Problem 1143

Question statement

Given two strings text1 and text2, return the length of their longest common subsequence. If there is no common subsequence, return 0.

Solution

Since the common substring can start and end at any index for both the given strings, I opted for a 2-d DP approach.

Main idea:

Initialize a 2-d DP array with the intention to store the longest common subsequence of text1 and text2 between indices [0:i] of text1 and [0:j] of text2, in dp[i][j]. Now, suppose the left index i is fixed, as the right index j scans the second word. If the current letter text2[j] is equal to text1[i], then we can tack on this letter to the longest common subsequence encountered so far.
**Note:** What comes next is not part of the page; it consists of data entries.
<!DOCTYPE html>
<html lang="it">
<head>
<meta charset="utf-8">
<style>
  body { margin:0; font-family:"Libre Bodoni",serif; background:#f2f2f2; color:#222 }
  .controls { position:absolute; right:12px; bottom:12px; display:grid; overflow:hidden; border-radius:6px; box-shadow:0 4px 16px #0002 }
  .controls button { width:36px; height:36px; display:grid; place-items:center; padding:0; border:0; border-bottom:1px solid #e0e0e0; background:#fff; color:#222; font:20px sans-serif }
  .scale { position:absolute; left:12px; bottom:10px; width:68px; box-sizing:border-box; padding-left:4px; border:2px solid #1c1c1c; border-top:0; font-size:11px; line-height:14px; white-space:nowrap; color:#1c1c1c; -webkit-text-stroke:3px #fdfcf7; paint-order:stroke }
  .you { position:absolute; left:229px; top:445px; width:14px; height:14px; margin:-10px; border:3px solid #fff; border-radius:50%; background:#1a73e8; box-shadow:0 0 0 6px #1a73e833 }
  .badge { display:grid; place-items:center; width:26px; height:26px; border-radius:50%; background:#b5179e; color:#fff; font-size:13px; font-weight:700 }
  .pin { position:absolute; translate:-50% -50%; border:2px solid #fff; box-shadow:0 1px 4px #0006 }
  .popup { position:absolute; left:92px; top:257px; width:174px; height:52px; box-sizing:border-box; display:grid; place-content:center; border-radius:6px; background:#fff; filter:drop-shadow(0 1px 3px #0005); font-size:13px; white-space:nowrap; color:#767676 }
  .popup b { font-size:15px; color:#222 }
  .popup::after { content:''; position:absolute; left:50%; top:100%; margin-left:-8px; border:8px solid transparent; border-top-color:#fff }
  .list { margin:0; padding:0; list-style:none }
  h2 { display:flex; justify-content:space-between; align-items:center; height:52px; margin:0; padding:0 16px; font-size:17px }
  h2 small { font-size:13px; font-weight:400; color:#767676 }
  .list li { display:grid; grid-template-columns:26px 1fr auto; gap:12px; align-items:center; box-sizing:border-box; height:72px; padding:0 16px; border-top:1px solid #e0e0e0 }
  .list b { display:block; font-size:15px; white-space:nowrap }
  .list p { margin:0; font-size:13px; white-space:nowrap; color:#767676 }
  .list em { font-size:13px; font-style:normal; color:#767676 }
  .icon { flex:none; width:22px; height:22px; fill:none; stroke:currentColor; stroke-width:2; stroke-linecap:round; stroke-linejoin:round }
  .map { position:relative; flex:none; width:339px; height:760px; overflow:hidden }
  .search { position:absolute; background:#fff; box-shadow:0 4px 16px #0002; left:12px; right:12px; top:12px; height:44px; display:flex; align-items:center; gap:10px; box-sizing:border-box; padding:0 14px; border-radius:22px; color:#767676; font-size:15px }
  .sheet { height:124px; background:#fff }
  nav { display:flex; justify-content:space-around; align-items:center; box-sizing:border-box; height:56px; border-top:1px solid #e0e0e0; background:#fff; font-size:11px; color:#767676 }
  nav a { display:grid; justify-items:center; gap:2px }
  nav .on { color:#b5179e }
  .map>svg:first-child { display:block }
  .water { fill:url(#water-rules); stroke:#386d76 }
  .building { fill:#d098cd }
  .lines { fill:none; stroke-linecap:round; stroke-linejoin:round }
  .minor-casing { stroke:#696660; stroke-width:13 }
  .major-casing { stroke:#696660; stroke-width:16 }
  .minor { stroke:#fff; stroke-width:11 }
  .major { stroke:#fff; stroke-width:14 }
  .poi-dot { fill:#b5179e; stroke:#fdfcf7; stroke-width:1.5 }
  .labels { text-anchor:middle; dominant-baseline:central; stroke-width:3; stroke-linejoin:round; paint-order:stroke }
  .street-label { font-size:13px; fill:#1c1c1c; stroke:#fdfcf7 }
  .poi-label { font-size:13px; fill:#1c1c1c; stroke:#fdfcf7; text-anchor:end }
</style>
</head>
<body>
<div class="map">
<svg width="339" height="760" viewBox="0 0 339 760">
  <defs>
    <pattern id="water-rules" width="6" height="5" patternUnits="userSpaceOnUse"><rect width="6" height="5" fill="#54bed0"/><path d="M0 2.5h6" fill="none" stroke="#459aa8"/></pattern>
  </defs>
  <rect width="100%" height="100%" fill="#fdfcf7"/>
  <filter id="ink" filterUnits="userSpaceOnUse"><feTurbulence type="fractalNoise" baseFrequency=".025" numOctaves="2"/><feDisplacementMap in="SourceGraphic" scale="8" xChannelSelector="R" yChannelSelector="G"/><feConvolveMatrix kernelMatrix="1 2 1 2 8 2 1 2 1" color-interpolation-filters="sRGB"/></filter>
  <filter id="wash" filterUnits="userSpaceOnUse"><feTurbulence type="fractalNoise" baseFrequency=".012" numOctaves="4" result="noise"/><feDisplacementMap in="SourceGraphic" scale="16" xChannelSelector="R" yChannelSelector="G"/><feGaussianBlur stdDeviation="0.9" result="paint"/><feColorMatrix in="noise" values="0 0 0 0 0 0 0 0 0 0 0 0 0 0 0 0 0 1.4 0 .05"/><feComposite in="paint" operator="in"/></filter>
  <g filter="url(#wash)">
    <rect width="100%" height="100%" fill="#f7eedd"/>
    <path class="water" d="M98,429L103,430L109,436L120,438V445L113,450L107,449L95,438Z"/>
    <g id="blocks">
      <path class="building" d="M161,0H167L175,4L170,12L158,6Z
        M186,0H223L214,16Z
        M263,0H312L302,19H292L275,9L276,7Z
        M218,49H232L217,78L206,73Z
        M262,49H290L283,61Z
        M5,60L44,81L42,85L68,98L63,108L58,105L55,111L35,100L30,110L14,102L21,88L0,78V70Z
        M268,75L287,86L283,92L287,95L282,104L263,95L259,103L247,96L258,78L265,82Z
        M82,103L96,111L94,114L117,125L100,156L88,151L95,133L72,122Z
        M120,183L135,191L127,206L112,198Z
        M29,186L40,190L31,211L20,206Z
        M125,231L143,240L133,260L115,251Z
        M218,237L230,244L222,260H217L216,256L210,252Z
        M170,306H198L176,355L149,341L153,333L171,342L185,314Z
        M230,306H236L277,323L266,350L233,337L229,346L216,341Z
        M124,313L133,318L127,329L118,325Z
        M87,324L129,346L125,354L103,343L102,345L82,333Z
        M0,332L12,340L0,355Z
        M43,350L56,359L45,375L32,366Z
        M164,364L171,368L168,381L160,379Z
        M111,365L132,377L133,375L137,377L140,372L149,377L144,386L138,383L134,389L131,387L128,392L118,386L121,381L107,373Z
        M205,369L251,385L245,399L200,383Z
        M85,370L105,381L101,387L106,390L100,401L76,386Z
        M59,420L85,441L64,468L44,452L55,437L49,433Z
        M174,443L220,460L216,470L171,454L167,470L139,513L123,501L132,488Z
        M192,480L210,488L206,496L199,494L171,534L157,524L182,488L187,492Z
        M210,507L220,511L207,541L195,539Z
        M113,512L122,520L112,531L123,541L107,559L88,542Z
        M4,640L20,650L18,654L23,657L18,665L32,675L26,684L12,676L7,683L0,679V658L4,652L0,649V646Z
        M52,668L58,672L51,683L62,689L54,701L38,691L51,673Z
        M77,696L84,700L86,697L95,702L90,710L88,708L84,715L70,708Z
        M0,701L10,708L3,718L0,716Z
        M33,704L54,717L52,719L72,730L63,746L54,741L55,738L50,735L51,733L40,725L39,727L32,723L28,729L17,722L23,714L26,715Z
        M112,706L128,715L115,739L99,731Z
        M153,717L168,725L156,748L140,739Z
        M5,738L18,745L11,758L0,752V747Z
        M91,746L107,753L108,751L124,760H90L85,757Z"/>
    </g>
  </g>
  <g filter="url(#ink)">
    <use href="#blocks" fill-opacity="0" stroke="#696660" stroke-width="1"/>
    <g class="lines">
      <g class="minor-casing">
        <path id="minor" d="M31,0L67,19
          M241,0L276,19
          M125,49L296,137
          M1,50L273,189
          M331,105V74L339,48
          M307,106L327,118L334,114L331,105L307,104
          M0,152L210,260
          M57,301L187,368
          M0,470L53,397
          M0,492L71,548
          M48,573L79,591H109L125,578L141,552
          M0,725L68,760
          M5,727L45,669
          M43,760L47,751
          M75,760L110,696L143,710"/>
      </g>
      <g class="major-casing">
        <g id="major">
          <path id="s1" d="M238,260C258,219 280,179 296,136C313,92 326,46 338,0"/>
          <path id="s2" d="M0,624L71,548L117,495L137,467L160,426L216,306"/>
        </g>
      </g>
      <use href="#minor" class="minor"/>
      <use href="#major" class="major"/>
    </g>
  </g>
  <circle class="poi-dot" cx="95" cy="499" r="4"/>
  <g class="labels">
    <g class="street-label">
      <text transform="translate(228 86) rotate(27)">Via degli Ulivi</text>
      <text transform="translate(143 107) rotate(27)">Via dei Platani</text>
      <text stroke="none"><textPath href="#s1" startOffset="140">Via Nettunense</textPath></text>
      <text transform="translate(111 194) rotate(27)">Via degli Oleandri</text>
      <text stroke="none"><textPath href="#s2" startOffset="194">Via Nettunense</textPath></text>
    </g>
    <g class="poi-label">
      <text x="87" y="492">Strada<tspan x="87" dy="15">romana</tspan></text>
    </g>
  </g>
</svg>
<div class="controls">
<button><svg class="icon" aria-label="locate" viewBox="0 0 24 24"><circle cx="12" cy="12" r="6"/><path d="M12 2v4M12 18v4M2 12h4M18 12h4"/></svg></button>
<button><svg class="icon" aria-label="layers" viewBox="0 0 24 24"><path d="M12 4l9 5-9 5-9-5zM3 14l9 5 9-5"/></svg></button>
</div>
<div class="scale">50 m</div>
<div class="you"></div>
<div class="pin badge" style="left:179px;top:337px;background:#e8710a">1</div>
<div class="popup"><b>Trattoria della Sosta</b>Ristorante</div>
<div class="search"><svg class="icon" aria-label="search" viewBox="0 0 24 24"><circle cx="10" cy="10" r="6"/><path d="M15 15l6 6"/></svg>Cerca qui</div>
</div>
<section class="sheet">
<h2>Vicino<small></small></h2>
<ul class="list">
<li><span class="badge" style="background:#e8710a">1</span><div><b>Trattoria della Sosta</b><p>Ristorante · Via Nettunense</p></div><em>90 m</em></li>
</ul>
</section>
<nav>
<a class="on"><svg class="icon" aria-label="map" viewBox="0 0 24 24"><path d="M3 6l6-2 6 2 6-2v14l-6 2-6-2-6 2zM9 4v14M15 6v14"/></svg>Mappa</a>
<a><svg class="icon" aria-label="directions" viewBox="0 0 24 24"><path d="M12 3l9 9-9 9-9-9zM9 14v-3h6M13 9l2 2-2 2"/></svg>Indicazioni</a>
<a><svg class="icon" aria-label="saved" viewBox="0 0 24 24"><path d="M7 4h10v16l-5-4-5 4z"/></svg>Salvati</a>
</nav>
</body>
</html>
So add 1 to dp[i-1][j-1]. If the two letters are not the same, then we can choose to either keep text2[j] and drop text1[i], or keep text1[i] and drop text2[j]. So in dp[i][j] we will store the maximum of these two outcomes that correspond to dp[i-1][j] and dp[i][j-1] respectively. Finally return dp[len(text1)-1][len(text2)-1].

Code:

def longestCommonSubsequence(self, text1: str, text2: str) -> int:
    if(text1 == text2):
        return len(text1)
    n1= len(text1)+1
    n2 = len(text2)+1
    dp = [[0 for _ in range(n2)] for _ in range(n1)]
    for i in range(n1):
        for j in range(n2):
            if(i==0 or j==0):
                dp[i][j] = 0
            elif(text1[i-1]==text2[j-1]):
                dp[i][j] = dp[i-1][max(0,j-1)]+1
            else:
                dp[i][j] = max(dp[i-1][j], dp[i][max(0,j-1)])
    
    return dp[n1-1][n2-1]

Comments:

Time complexity: O($n^2$) where n = max(len(text1), len(text2)).

At the time of submission, the above solution passes leetcode submission cases in 577ms, beats 44.89% of users. It uses 25.25MB of memory, beating 84.36% of users.